WHAT YOU ARE ASKED TO DO: The answer must consist of every line in the data below that holds the word "labels".

DATASET EXTRACT:
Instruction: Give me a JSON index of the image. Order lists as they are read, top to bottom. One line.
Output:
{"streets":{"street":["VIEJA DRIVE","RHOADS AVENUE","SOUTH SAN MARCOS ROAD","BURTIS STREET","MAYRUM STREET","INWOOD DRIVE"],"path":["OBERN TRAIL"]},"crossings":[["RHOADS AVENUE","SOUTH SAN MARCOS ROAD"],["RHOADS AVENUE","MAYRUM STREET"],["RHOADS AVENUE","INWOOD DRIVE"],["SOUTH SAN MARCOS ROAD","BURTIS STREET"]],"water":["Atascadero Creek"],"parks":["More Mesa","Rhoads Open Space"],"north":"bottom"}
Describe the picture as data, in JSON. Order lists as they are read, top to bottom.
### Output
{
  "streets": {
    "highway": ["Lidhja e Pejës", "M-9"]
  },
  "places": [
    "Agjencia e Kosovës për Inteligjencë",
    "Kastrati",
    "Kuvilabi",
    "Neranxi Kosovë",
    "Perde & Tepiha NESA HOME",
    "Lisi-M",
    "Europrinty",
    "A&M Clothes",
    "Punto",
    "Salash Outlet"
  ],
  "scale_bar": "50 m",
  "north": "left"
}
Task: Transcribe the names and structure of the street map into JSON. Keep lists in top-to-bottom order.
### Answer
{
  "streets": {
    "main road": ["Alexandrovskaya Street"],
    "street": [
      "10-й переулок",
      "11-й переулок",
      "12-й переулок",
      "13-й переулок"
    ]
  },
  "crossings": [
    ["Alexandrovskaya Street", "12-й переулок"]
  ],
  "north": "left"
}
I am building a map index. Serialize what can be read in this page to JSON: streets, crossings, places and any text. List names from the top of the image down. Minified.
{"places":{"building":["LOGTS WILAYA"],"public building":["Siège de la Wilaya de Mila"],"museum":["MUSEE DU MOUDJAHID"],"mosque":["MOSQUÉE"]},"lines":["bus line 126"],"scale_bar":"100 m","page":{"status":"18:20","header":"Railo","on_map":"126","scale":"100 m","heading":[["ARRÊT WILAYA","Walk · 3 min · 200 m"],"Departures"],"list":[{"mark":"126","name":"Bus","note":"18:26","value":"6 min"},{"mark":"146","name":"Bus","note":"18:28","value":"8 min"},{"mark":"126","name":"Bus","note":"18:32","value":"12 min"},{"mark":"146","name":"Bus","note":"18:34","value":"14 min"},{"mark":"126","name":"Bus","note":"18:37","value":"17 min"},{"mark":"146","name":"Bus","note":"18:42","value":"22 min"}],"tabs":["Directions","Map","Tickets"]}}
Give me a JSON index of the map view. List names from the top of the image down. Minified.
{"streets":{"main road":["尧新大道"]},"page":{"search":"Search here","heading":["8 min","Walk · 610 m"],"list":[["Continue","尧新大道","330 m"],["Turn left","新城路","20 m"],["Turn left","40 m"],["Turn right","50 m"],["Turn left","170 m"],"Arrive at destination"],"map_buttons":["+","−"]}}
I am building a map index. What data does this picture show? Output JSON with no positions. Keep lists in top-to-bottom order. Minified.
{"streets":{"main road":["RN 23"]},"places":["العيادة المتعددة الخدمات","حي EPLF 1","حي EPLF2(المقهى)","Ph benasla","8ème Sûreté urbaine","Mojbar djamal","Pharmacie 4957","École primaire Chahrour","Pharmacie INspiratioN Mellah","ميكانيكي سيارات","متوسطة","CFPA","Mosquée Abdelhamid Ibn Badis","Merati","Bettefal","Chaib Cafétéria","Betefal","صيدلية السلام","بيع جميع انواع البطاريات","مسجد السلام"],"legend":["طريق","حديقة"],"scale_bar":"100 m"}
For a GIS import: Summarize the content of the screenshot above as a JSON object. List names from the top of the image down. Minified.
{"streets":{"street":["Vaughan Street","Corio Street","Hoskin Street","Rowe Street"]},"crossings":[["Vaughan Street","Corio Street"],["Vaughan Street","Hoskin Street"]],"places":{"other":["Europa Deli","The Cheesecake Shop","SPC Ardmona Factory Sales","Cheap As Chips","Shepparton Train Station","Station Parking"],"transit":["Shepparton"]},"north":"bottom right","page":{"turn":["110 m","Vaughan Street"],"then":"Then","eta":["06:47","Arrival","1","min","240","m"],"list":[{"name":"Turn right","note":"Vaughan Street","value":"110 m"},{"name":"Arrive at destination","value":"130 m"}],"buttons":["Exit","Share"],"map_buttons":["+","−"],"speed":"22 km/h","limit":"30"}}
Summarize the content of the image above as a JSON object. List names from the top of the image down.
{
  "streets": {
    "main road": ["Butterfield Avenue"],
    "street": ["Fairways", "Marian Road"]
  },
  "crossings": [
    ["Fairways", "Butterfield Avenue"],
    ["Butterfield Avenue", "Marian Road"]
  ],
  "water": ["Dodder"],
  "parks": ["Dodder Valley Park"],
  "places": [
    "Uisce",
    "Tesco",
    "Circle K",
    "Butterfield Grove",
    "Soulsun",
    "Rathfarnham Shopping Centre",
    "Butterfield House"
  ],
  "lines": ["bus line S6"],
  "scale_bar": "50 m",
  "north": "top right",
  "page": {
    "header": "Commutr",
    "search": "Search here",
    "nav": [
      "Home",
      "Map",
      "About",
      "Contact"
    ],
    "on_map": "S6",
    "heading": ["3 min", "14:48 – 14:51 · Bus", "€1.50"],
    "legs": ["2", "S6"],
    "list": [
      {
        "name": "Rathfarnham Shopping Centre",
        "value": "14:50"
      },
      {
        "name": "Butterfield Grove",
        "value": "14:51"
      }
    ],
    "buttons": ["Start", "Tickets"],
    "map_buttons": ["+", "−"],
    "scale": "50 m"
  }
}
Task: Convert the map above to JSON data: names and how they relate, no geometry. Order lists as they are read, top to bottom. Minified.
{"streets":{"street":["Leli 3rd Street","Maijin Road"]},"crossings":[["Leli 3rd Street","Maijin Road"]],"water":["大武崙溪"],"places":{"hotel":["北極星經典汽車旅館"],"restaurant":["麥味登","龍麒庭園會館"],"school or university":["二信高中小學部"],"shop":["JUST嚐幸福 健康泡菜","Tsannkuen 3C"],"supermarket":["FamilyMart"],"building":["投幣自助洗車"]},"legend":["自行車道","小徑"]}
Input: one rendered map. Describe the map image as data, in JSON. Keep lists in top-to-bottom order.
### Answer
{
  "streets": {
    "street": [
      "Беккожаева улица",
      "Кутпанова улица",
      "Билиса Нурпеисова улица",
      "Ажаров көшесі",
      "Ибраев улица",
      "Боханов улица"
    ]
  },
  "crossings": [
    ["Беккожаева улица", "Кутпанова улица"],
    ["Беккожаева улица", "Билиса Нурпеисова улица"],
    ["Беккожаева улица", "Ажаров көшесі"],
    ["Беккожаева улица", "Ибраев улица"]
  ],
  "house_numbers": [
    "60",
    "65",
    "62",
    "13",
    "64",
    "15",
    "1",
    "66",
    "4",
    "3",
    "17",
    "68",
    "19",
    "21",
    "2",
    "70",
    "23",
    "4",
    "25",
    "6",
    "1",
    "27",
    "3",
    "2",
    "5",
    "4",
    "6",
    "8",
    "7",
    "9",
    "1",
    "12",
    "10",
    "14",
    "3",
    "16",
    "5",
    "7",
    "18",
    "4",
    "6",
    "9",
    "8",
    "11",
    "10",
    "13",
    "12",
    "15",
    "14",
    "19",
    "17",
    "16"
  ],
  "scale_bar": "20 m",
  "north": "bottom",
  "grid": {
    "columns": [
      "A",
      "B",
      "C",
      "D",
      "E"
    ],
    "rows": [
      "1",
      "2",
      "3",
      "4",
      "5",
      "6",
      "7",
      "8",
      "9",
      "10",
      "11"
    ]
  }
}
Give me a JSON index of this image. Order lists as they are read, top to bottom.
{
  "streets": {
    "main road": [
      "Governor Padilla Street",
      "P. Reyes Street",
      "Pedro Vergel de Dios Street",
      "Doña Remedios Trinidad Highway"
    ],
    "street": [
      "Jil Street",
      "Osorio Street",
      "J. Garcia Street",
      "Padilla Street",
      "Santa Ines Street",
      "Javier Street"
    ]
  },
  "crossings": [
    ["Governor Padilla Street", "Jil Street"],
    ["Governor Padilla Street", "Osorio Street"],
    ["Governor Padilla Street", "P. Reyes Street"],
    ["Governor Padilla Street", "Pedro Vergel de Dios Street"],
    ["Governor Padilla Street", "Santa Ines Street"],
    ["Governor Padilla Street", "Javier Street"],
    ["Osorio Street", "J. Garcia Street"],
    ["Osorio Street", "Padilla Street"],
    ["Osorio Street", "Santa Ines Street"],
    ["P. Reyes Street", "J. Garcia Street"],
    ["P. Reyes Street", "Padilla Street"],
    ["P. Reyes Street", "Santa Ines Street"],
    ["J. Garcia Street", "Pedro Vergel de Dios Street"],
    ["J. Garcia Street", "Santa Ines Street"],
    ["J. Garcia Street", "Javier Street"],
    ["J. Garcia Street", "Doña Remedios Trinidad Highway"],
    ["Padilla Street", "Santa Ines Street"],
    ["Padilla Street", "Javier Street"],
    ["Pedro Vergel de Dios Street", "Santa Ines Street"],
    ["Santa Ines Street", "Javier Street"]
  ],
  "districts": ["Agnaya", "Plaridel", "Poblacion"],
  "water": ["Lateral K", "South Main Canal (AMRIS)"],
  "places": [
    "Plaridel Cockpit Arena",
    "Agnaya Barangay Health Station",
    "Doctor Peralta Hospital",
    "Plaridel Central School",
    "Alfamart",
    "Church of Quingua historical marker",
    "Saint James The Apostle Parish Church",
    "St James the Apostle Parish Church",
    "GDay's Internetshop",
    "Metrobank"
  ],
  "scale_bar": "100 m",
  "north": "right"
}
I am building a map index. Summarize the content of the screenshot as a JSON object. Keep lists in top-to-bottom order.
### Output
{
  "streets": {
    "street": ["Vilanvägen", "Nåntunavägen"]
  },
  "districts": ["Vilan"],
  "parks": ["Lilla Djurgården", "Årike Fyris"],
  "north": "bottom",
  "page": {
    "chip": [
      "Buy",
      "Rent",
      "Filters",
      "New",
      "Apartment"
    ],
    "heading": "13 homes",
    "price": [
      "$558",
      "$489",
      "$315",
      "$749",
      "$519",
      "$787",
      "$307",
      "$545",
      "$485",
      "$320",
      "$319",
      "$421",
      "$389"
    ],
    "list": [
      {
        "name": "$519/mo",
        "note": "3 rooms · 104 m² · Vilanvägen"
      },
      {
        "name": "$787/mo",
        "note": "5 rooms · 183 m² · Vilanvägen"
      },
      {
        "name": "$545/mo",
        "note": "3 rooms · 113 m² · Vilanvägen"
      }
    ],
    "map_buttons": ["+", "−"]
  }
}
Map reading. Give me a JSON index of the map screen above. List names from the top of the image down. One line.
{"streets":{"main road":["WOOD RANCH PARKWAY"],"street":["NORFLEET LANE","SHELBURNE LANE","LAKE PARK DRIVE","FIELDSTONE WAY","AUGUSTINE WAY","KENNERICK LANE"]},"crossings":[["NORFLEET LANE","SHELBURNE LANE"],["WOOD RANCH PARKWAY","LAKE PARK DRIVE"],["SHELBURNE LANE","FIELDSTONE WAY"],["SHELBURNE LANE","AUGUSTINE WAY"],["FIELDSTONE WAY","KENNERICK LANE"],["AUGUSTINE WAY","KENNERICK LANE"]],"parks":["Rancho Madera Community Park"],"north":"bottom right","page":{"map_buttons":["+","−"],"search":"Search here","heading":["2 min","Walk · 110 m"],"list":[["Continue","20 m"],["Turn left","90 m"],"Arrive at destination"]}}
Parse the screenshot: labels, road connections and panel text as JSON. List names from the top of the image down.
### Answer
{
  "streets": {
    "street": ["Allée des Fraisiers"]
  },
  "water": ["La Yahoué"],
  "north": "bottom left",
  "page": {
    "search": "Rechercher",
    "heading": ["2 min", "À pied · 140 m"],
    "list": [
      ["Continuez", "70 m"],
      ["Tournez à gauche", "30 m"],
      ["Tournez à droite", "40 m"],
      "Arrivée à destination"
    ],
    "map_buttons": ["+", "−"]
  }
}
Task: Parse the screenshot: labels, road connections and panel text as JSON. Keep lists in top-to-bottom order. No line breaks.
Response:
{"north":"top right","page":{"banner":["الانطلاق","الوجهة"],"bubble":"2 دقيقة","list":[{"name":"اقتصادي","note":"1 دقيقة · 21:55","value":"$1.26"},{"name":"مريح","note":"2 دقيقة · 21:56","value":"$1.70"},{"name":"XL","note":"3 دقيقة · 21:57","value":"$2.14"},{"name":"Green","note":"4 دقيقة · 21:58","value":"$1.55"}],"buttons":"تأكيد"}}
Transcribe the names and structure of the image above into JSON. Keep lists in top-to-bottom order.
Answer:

EXPECTED ANSWER:
Parse the screenshot: labels, road connections and panel text as JSON. List names from the top of the image down.
Task: Parse the screenshot: labels, road connections and panel text as JSON. Keep lists in top-to-bottom order. No line breaks.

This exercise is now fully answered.